We have set SparkSession available as the spark variable. It's our entrypoint into using Spark.

Now, let's load a dataset from the Databricks file system as a DataFrame. 

The "Wine Quality" dataset consists of 2 datasets, related to red and white vinho verde wine samples, from the north of Portugal. This dataset was originally used to model wine quality based on physicochemical tests.

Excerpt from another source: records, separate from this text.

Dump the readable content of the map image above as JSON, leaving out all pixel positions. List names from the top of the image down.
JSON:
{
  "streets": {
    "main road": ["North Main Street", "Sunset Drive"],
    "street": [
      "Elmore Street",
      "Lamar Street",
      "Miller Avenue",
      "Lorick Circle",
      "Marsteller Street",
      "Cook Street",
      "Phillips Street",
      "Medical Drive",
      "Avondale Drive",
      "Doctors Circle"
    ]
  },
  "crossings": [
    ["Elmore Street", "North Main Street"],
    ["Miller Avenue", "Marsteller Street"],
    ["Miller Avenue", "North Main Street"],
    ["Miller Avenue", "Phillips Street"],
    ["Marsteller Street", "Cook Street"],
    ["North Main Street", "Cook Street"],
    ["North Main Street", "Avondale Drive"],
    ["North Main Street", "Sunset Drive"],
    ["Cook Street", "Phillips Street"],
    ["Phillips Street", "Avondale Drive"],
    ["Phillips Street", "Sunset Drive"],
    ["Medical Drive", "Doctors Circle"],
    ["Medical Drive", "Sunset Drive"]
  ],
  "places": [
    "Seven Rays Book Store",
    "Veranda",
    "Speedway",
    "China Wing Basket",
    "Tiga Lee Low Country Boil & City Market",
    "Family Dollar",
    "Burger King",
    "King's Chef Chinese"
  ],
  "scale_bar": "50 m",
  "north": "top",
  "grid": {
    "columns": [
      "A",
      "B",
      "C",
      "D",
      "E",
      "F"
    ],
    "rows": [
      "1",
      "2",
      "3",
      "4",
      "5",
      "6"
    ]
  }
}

Input variables (based on physicochemical tests):
1. fixed acidity
2. volatile acidity
3. citric acid
4. residual sugar
5. chlorides
6. free sulfur dioxide
7. total sulfur dioxide
8. density
9. pH
10. sulphates
11. alcohol  

Output variable (based on sensory data):  
12. quality (score between 0 and 10)

*Source:  
Paulo Cortez, University of Minho, Guimarães, Portugal, http://www3.dsi.uminho.pt/pcortez  
A. Cerdeira, F. Almeida, T. Matos and J. Reis, Viticulture Commission of the Vinho Verde Region(CVRVV), Porto, Portugal
@2009*

In [0]:
dbutils.fs.ls('/databricks-datasets')

In [0]:
%fs

ls databricks-datasets/wine-quality

path,name,size,modificationTime
dbfs:/databricks-datasets/wine-quality/README.md,README.md,1066,1594262736000
dbfs:/databricks-datasets/wine-quality/winequality-red.csv,winequality-red.csv,84199,1594262736000
dbfs:/databricks-datasets/wine-quality/winequality-white.csv,winequality-white.csv,264426,1594262736000


In [0]:
data_path = "dbfs:/databricks-datasets/wine-quality/winequality-red.csv"
df = spark.read.csv(data_path, header=True, inferSchema=True, sep=";")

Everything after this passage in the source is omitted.